Let's look back at what Gamespot was last year. Do you remember? If you do, you might have realized the changes that Gamespot has gone through. The site has lost a ton of its huge contributors over the time, and yet they're holding up just fine, maybe better perhaps? Jeff, Alex, Jason, Ryan, and Brad are now gone, so what other personalities have stepped up to the plate? Vinny, Brian, Don, Kevin, Chris, and Tom. I do not believe that Gamespot is dieing, but getting more or less a needed face-lift.
One of the biggest changes was the unseen departure of Jeff Gerstmann. Most people that were users of Gamespot for a while, had been taken away by this incident. Luckily, Jeff didn't die, go to crime, or disappeared from the face of the earth.

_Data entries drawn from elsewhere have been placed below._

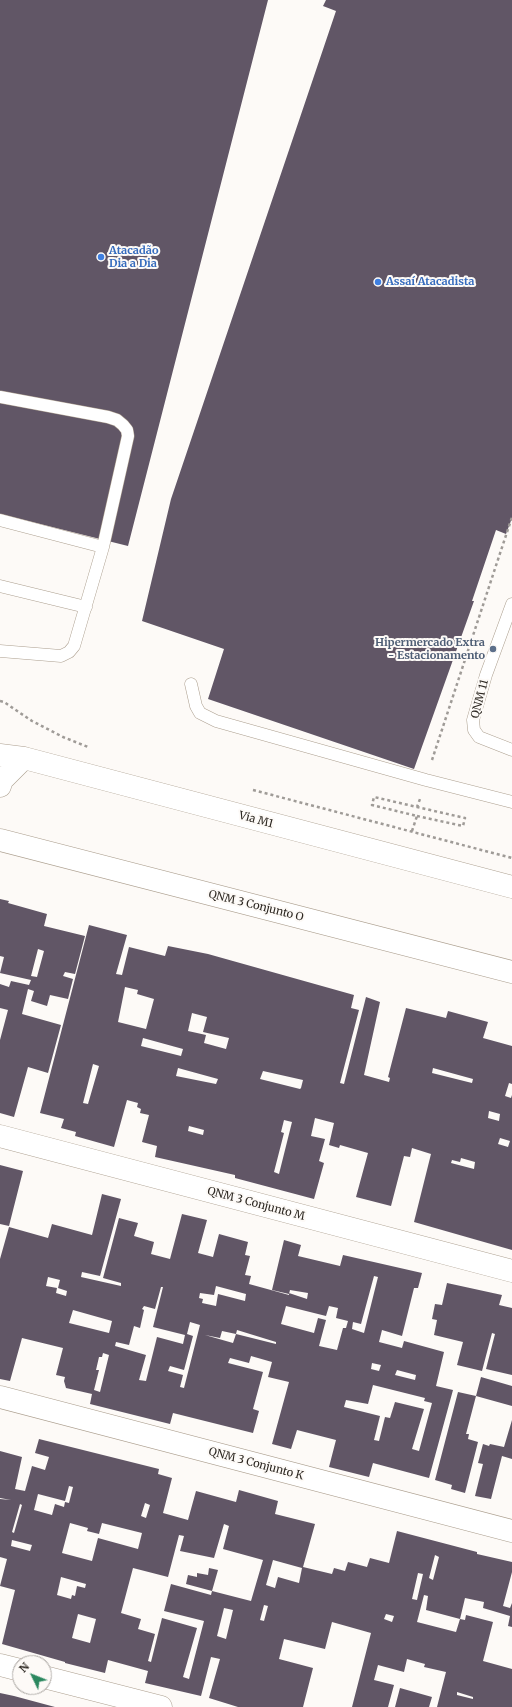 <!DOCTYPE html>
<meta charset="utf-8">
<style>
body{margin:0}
#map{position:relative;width:512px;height:1707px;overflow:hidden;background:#fdfaf7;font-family:Merriweather,serif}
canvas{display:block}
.north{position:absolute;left:12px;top:1655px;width:40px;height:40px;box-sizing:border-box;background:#fdfaf7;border:1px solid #aaa6a2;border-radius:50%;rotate:313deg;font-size:11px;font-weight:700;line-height:16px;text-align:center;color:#2d2822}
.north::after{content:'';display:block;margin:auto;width:14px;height:18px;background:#2b885f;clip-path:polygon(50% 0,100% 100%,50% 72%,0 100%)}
</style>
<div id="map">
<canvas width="512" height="1707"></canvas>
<div class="north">N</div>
</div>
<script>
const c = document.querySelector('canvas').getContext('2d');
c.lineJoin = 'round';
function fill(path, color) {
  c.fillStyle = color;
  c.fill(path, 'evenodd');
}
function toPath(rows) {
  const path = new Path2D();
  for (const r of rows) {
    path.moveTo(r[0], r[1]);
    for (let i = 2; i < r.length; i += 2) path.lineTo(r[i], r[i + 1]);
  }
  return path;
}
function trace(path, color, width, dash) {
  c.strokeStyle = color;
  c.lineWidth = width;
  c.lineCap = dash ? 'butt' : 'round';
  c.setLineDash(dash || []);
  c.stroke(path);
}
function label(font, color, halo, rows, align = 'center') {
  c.font = font + ' Merriweather,serif';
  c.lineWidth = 4;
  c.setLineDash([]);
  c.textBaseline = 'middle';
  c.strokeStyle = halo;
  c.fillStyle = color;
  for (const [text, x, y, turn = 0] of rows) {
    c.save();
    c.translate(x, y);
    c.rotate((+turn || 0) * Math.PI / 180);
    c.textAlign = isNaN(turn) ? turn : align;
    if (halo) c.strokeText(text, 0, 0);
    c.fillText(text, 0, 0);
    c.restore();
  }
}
fill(toPath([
 [0,0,268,0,128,546,0,514],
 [326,0,512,0,512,518,506,534,496,530,472,601,474,601,414,769,208,699,224,649,142,621,171,499,336,11,323,6],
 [0,899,9,901,8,903,47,914,44,926,85,936,75,974,65,972,63,976,73,979,68,999,50,995,47,1006,31,1001,34,991,28,989,22,1014,61,1025,48,1073,28,1067,14,1117,0,1113,0,1040,8,1010,0,1008,0,984,9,987,11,981,29,985,31,980,0,973,4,957,0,956],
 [38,949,44,951,37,977,31,976],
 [89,925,127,935,116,974,122,975,129,947,165,956,168,946,208,954,354,995,351,1008,359,1010,340,1083,344,1084,366,997,380,1002,364,1075,389,1082,390,1078,388,1077,406,1008,446,1018,448,1011,488,1022,483,1038,512,1046,512,1084,509,1083,505,1096,511,1098,512,1095,512,1250,414,1222,431,1154,412,1148,410,1157,404,1156,391,1206,356,1197,368,1153,340,1145,339,1148,329,1145,334,1123,315,1118,311,1136,325,1139,319,1161,324,1163,314,1199,235,1178,235,1175,155,1157,157,1146,142,1142,149,1115,140,1113,141,1109,137,1107,138,1103,127,1100,114,1147,75,1136,76,1132,61,1128,64,1119,40,1113],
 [125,987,138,990,137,994,154,999,146,1029,118,1022],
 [192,1013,207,1017,203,1032,229,1038,226,1049,204,1043,206,1035,188,1031],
 [143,1038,183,1049,181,1056,141,1046],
 [93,1064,99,1066,88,1104,83,1103],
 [178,1068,218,1079,216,1084,176,1076],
 [433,1068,473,1079,472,1083,432,1073],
 [263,1071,303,1080,301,1088,300,1089,260,1079],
 [489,1111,500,1114,499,1121,488,1118],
 [284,1120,292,1122,279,1174,274,1172,284,1133,281,1132],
 [189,1126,204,1130,203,1135,188,1131],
 [500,1138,510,1141,508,1147,498,1144],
 [461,1158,475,1162,474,1169,451,1163,452,1160,460,1162],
 [0,1165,23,1171,9,1226,0,1224],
 [102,1194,121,1199,100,1276,82,1272,81,1277,121,1286,121,1283,103,1278,119,1218,138,1223,134,1236,154,1242,151,1254,170,1259,182,1214,207,1220,198,1253,213,1257,219,1234,248,1242,245,1255,250,1256,245,1275,251,1276,249,1284,289,1295,289,1293,307,1299,308,1293,290,1290,289,1294,272,1290,284,1240,301,1245,298,1256,340,1266,343,1255,422,1273,418,1288,414,1288,402,1336,382,1330,379,1342,402,1348,404,1341,444,1352,436,1386,453,1390,429,1478,373,1463,369,1477,329,1467,336,1440,297,1430,291,1449,272,1444,289,1382,268,1377,272,1362,251,1356,249,1363,230,1358,228,1363,263,1372,253,1409,259,1411,253,1433,173,1413,170,1424,90,1404,92,1394,66,1388,64,1381,65,1377,56,1375,63,1348,22,1338,10,1381,0,1379,0,1259,9,1227,48,1238,52,1224,92,1235],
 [374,1276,378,1277,364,1333,352,1329,353,1322,361,1324],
 [48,1277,60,1280,58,1288,67,1291,66,1296,56,1293,57,1288,46,1286],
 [216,1286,246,1294,245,1301,218,1294,216,1306,202,1303,203,1299,199,1298,200,1293,214,1295],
 [161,1287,163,1287,153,1327,185,1335,183,1344,157,1337,146,1381,139,1380,146,1355,115,1346,116,1342,129,1345,134,1326,140,1328,144,1310,142,1309,144,1306,155,1309],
 [286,1306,326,1316,329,1306,338,1308,336,1318,348,1321,346,1328,343,1328,337,1350,319,1346,326,1320,318,1318,314,1333,281,1324],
 [73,1310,112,1321,109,1333,69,1323],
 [190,1322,200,1325,184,1388,180,1387,183,1375,168,1371,170,1366,184,1370,193,1336,187,1334],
 [237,1330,276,1342,276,1344,236,1334,233,1343,205,1335,220,1338,222,1331,236,1334],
 [103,1353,109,1355,100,1392,94,1390,99,1370,96,1370,99,1357,102,1357],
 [372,1363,381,1365,379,1371,371,1369],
 [397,1370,416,1375,415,1380,395,1375],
 [373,1385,425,1398,424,1401,432,1403,419,1451,412,1449,424,1409,395,1402,390,1418,385,1417,379,1441,374,1440,380,1416,344,1407,346,1400,368,1404],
 [447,1283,502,1295,499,1305,512,1308,512,1375,486,1369,495,1334,492,1333,482,1371,457,1365,463,1342,434,1335,437,1320,432,1319,435,1304,442,1305],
 [481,1377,512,1386,512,1406,476,1396],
 [458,1392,476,1396,466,1434,469,1434,468,1439,478,1442,465,1493,451,1489,452,1485,435,1480],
 [512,1420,512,1459,502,1456,491,1499,475,1496,483,1464,478,1463,483,1444,489,1446,490,1444,504,1447],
 [39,1439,159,1469,158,1474,172,1478,163,1513,188,1520,196,1491,236,1502,239,1490,278,1501,275,1514,315,1524,303,1567,332,1574,334,1568,345,1571,348,1562,367,1567,370,1558,389,1563,397,1531,477,1552,477,1554,512,1562,512,1572,503,1606,510,1608,512,1603,512,1627,508,1626,510,1616,483,1608,484,1602,465,1598,460,1619,426,1610,428,1596,424,1595,417,1622,456,1632,460,1619,465,1620,466,1615,493,1622,483,1661,512,1669,512,1707,437,1707,446,1672,424,1667,425,1664,407,1659,404,1672,378,1665,374,1680,394,1685,388,1707,352,1707,371,1633,332,1622,325,1649,284,1639,279,1659,313,1668,303,1707,238,1707,209,1698,220,1659,211,1657,201,1696,145,1683,148,1671,108,1660,105,1673,65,1663,65,1662,2,1644,15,1590,0,1586,7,1559,0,1557,0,1499,11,1500,0,1498,0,1451,22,1457,15,1489,25,1491,32,1466,45,1470,49,1457,35,1453],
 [69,1486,73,1487,69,1503,65,1502,64,1507,55,1504,52,1515,34,1510,38,1494,65,1501],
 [145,1503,150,1505,146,1518,141,1516],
 [20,1504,22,1505,14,1533,12,1532],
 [70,1523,88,1528,87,1531,99,1534,102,1523,142,1533,138,1549,98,1538,92,1561,62,1553],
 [224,1524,229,1526,223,1549,263,1560,251,1601,212,1591,211,1595,171,1584,164,1611,204,1621,189,1679,183,1677,197,1628,162,1618,151,1662,148,1661,155,1634,138,1629,141,1619,121,1613,133,1568,168,1577,179,1535,184,1536,180,1551,214,1558],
 [12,1540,32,1545,30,1551,11,1546],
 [435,1555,439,1557,433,1580,429,1578],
 [273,1560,302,1568,299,1583,278,1577,275,1588,266,1585],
 [418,1573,423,1574,417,1600,412,1599],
 [61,1577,86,1584,85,1588,77,1586,75,1596,72,1595,71,1599,57,1595],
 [264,1605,268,1606,264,1621,260,1620],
 [224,1608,233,1610,226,1639,217,1636],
 [78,1614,96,1619,90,1643,72,1638],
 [386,1614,394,1616,392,1622,384,1619],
 [457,1692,473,1697,473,1699,457,1695],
 [209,1568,218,1570,212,1591,186,1584,188,1575,197,1577,197,1573,208,1575],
 [400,1688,432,1697,429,1707,395,1707],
 [0,1693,14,1696,55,1707,0,1707]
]), '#615666');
const service = toPath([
 [0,397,108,417,117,420,123,425,127,430,128,436,103,547,74,646,69,652,61,656,0,651],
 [0,520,103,547],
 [0,586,86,607],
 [512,604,486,675,473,720,474,730,479,737,512,750],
 [191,684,196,706,200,713,216,721,426,780,512,802]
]);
const minor = toPath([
 [0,1136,512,1271],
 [0,1397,512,1531],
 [0,1665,20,1670],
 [44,1677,161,1707]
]);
const secondary = toPath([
 [0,755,24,758,512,887],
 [0,786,2,780,24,758],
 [0,840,512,972]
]);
trace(service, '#ac9f8f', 13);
trace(minor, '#ac9f8f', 23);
trace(secondary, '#ac9f8f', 23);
trace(toPath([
 [0,701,4,702,32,721,63,737,88,747],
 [432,760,512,517],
 [253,790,512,858],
 [417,816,463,826,465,818,417,807],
 [412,831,417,816,372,805,374,797,417,807,420,799]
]), '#9f9b97', 2.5, [3, 3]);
trace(service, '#fff', 12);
trace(minor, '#fff', 22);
trace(secondary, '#fff', 22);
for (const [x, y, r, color] of [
 [101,257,4,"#3f7fe0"],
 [378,282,4,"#3f7fe0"],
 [493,649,4,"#5c6f8a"]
]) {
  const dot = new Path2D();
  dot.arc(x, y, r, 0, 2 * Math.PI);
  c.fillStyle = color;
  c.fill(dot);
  trace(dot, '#fdfaf7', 1.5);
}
label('bold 11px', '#366cbe', '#fdfaf7', [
 ["Atacadão",109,251],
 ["Dia a Dia",109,264],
 ["Assaí Atacadista",386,282]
], 'left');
label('bold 11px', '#4e5e75', '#fdfaf7', [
 ["Hipermercado Extra",485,643],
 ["- Estacionamento",485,656]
], 'right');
label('11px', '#2d2822', '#fdfaf7', [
 ["QNM 11",480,699,-75],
 ["Via M1",256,820,15],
 ["QNM 3 Conjunto O",256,906,14],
 ["QNM 3 Conjunto M",256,1204,15],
 ["QNM 3 Conjunto K",256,1464,15]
]);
</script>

He's thriving with Ryan Davis at Giant Bomb (dot) com. The best part is, the quality of Gamespot was not gone after the loss, and we got another great site to look at with a couple of our long-time favorites.
A question that I asked myself during that unfortunate week was "What will happen to the HotSpot, On The Spot, and all the critical reviews that we've come to kind of agree with than hate?" For the most part, not very much. I actually find myself a lot more interested in watching On The Spot with Ryan MacDonald as host, because he has a spark to his personallity that is always hopeful when they are demoing games on the show. Kevin: he's not super crazy, but when funny things come out of his mouth, it's gold. Vinny: The lovable New Yorker? Tom: the smart and funny news guy (that nobody know about, hehe).
Gamespot has always been the place I go to when I want honest, non-fanboy published reviews. That always has been the case when it came to criticality in game journalism. Jeff was one of the most hard-to-please reviewers from the site and when he went away, people were claiming that Gamespot had "lost their credibility." This seemed logical for us at the time, but there were many other great writers that felt a little bit out of the picture. I don't see any real problems now with the reviews being produced in present time and that tells me it will have to take a lot more than losing a few of their frontmen to kill them.
Gamespot, in my opinion, needed this change. I really have no clue as to what anyone else thinks about this subject, but my knowledge of people would say that there could be some guy at work reading this saying "I agree."